The first possibility is especially well-suited for resources which are single-threaded in nature, like database handles which traditionally can only execute one outstanding query at a time and use internal synchronization to ensure this. A common pattern is to create a router for N actors, each of which wraps a single DB connection and handles queries as sent to the router. The number N must then be tuned for maximum throughput, which will vary depending on which DBMS is deployed on what hardware.

Note

Configuring thread pools is a task best delegated to Akka, simply configure in the application.conf and instantiate through an ActorSystem.
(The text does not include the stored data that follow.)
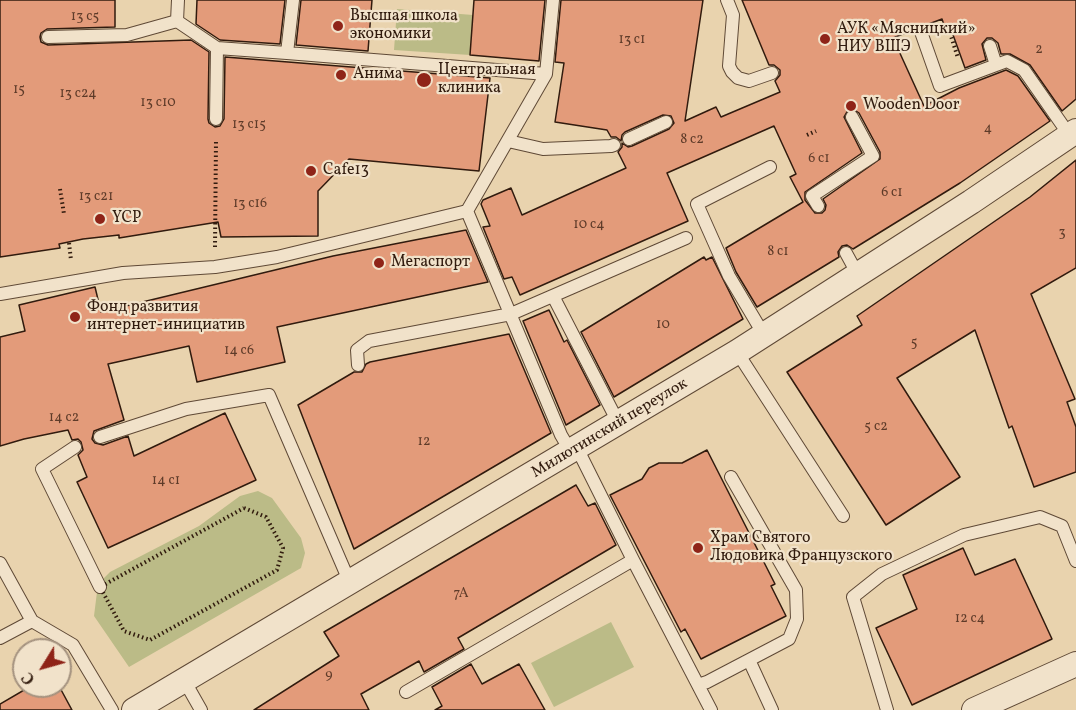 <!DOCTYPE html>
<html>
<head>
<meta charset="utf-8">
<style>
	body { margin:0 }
	#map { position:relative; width:1076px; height:710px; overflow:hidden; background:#e9d3ae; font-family:Vollkorn,serif }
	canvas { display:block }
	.north { position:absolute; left:12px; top:638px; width:60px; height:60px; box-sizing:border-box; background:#f1e2ca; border:2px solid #a4927f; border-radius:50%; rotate:233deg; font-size:16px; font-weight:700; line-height:24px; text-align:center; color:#311b0e }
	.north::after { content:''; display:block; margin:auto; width:21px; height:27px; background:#8f2418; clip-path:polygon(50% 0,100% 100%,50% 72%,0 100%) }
</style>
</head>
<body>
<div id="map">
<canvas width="1076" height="710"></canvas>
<div class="north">С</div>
</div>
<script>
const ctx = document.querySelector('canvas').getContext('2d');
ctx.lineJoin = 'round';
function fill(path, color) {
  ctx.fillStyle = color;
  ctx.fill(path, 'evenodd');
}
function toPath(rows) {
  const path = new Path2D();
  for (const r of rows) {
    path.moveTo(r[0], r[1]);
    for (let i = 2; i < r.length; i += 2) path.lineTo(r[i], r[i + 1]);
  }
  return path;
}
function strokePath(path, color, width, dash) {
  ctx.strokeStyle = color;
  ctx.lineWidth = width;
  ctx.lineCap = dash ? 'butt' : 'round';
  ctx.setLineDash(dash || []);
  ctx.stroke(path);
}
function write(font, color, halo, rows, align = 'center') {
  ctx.font = font + ' Vollkorn,serif';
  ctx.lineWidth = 4.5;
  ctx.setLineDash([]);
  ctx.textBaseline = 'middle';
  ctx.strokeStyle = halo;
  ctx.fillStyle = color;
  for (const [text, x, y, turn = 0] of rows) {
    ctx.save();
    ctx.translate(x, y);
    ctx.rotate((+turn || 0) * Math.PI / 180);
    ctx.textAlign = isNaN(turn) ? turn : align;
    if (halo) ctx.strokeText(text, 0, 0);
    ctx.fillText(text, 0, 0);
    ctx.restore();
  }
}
fill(toPath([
	[397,9,473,15,470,55,394,50],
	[258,491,272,498,301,538,305,553,301,568,129,667,94,616,98,584,110,572,199,526,240,496],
	[611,622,634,667,554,707,531,663]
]), '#bbbb87');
const building = toPath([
	[0,0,115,0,115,27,47,29,41,33,40,37,41,42,48,45,191,40,209,52,208,119,209,123,215,127,220,126,224,119,225,57,490,78,479,171,349,159,318,191,318,236,221,237,218,222,119,238,119,235,83,239,59,244,60,248,0,257,0,0],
	[197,0,285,0,280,44,220,40,196,24,197,0],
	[301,0,372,0,368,51,296,45,301,0],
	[474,0,545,0,539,61,470,55,474,0],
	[561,0,703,0,685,121,716,107,721,117,780,92,775,81,780,75,780,70,774,65,769,65,742,0,1076,0,1076,99,1062,111,1030,65,1010,54,1001,54,998,43,992,38,987,38,982,44,986,60,965,68,952,32,947,34,942,19,926,25,919,24,913,30,893,38,924,106,959,88,1006,70,1018,76,1050,121,960,183,853,249,847,245,842,246,838,252,839,257,757,307,736,272,726,248,803,202,790,177,796,174,774,126,667,173,688,221,520,295,512,277,504,279,483,227,490,226,481,204,483,200,511,188,522,215,626,168,618,152,622,147,622,143,628,147,632,146,669,129,674,123,671,116,663,115,625,132,622,135,621,141,616,137,611,137,607,130,555,122,564,63,555,62,561,0],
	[853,109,859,113,880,152,880,159,823,199,826,205,825,210,822,213,815,213,805,200,805,192,862,153,844,117,848,110,853,109],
	[1076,160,1076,268,1031,294,1075,399,1067,402,1076,427,1076,472,1034,487,1012,426,1009,428,975,330,897,378,960,477,886,525,787,372,862,325,857,316,1030,197,1076,160],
	[466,230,488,282,277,327,285,362,197,382,189,346,108,364,124,420,94,431,92,439,95,443,103,445,128,436,134,456,225,413,256,480,108,548,77,482,87,477,78,455,83,450,81,442,78,439,72,440,68,430,24,439,0,446,0,337,25,331,19,305,95,287,101,312,333,256,466,230],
	[704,257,706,260,712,257,743,319,614,397,581,332,704,257],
	[549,310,564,342,567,340,600,405,566,425,523,321,549,310],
	[509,334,551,433,354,549,298,405,354,372,362,372,366,364,370,362,509,334],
	[707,450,775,584,771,586,786,616,701,659,685,629,681,632,610,495,642,479,649,468,659,463,682,463,707,450],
	[576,485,588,506,595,503,616,545,458,638,464,649,424,672,419,661,361,694,369,710,254,710,339,656,324,632,576,485],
	[963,548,975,575,1015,559,1052,639,912,705,876,628,917,609,903,575,963,548],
	[471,664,482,684,519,664,545,710,435,710,442,706,432,687,471,664],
	[31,686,59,686,72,710,0,710,0,704,31,686]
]);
fill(building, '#e39b7a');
strokePath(building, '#311b0e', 1.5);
const service = toPath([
	[178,0,177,21,217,48,287,53,293,0],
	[727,0,733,15,729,66,732,72,738,78,749,81,772,73],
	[921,32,940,86,1007,61,1024,70,1070,136],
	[48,37,127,35,177,21],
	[990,46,996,65],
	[287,53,546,74],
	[216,119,217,48],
	[629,139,666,122],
	[508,141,543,149,611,146,614,145],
	[818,206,812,196,873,156,852,117],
	[467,211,546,74,553,0],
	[846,253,858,275],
	[0,294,123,273,215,267,277,257,467,211,561,435,571,452],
	[553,296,619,424],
	[764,335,729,276,697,204,770,167],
	[737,352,843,516],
	[358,365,357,350,369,341,511,314,686,238],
	[100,437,186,409,269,395,350,583],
	[75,447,42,469,100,587],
	[577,448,633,560,711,710],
	[731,477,796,590,797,619,789,639,749,660],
	[0,563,32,621,73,645,112,710],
	[0,638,32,621],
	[184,680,201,710],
	[698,685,707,682,749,660,772,710],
	[406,692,633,560],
	[887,710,853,597,882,574,964,535,1040,517,1062,526,1076,561]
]);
const minor = toPath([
	[134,710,737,352,971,202,1076,131],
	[974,710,1076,664]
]);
strokePath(service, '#5f4936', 14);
strokePath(minor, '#5f4936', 26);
strokePath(toPath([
	[950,33,958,58],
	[807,135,816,131],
	[60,189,64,214],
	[69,243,71,260],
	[215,247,216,140],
	[244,508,266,517,283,548,277,570,150,640,124,631,100,587,244,508]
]), '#311b0e', 4, [1.5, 3]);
strokePath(service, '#f1e2ca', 12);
strokePath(minor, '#f1e2ca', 24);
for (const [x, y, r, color] of [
	[338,26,6,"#8f2418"],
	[825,39,6,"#8f2418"],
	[341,75,6,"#8f2418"],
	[424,80,8,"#8f2418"],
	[851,106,6,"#8f2418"],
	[311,171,6,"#8f2418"],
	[100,219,6,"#8f2418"],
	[379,263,6,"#8f2418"],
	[75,317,6,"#8f2418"],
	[698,548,6,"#8f2418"]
]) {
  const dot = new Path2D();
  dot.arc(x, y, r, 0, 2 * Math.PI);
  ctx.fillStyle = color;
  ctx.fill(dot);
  strokePath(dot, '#f1e2ca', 2);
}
write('14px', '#5e3b29', null, [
	["13 с5",85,17],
	["13 с1",632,40],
	["2",1039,50],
	["15",19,90],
	["13 с24",78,94],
	["13 с10",158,103],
	["13 с15",249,125],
	["4",988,129],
	["8 с2",692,140],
	["6 с1",819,159],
	["6 с1",892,193],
	["13 с21",96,197],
	["13 с16",250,204],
	["10 с4",589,225],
	["3",1062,233],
	["8 с1",778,252],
	["10",663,325],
	["5",914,343],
	["14 с6",239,351],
	["14 с2",64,418],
	["5 с2",876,427],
	["12",424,442],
	["14 с1",166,481],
	["7А",461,594],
	["12 с4",970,619],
	["9",329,675]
]);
write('16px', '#311b0e', '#f1e2ca', [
	["Высшая школа",350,17],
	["экономики",350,35],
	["АУК «Мясницкий»",837,30],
	["НИУ ВШЭ",837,48],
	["Центральная",438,71],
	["клиника",438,89],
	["Анима",353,75],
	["Wooden Door",863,106],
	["Cafe13",323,171],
	["YCP",112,219],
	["Мегаспорт",391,263],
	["Фонд развития",87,308],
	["интернет-инициатив",87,326],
	["Храм Святого",710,539],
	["Людовика Французского",710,557]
], 'left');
write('16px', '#311b0e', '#f1e2ca', [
	["Милютинский переулок",610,429,-31]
]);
</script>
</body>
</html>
What you should not concern yourself with

An actor system manages the resources it is configured to use in order to run the actors which it contains. There may be millions of actors within one such system, after all the mantra is to view them as abundant and they weigh in at an overhead of only roughly 300 bytes per instance. Naturally, the exact order in which messages are processed in large systems is not controllable by the application author, but this is also not intended. Take a step back and relax while Akka.NET does the heavy lifting under the hood.